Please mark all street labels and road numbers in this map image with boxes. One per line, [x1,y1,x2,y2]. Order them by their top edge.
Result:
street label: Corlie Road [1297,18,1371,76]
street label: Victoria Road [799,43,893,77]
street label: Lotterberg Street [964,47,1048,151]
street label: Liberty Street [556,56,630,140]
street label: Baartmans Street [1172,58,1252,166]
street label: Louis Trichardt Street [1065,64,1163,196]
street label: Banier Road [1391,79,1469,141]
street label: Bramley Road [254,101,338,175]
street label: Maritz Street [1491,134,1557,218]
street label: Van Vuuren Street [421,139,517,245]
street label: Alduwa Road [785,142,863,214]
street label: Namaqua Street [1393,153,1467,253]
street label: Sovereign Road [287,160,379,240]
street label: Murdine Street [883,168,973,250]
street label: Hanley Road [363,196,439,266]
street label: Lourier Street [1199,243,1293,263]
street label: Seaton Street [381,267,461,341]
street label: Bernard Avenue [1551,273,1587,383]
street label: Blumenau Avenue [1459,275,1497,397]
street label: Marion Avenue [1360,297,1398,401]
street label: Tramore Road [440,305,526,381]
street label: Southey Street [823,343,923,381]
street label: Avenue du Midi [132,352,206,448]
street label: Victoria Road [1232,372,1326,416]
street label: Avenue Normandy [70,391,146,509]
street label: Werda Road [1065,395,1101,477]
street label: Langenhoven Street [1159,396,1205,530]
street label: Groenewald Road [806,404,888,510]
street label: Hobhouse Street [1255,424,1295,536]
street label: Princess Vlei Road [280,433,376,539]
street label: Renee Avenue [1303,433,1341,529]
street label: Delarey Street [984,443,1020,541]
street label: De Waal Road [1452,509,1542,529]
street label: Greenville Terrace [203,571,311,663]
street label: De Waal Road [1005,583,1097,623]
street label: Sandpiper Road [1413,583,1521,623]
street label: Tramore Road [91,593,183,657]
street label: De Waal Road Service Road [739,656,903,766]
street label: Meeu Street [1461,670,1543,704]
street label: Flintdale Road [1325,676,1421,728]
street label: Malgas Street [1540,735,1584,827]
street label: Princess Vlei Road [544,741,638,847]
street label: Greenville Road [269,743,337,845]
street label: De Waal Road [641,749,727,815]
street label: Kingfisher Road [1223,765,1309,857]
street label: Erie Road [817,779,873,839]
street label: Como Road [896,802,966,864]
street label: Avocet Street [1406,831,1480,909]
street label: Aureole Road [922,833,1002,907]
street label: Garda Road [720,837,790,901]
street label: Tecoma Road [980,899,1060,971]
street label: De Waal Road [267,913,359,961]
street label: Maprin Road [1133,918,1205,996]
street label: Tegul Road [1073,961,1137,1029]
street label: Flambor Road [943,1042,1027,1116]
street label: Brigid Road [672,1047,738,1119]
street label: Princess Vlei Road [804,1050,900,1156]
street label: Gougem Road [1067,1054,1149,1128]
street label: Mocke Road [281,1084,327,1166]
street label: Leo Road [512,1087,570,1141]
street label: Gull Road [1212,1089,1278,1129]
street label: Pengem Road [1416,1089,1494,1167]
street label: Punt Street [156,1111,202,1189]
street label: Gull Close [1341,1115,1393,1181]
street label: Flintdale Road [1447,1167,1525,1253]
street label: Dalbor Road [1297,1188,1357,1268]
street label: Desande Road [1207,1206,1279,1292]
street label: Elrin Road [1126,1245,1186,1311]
....................
Work out how many lines in the entries contain "Victoria" and give that number alone.

Answer:
2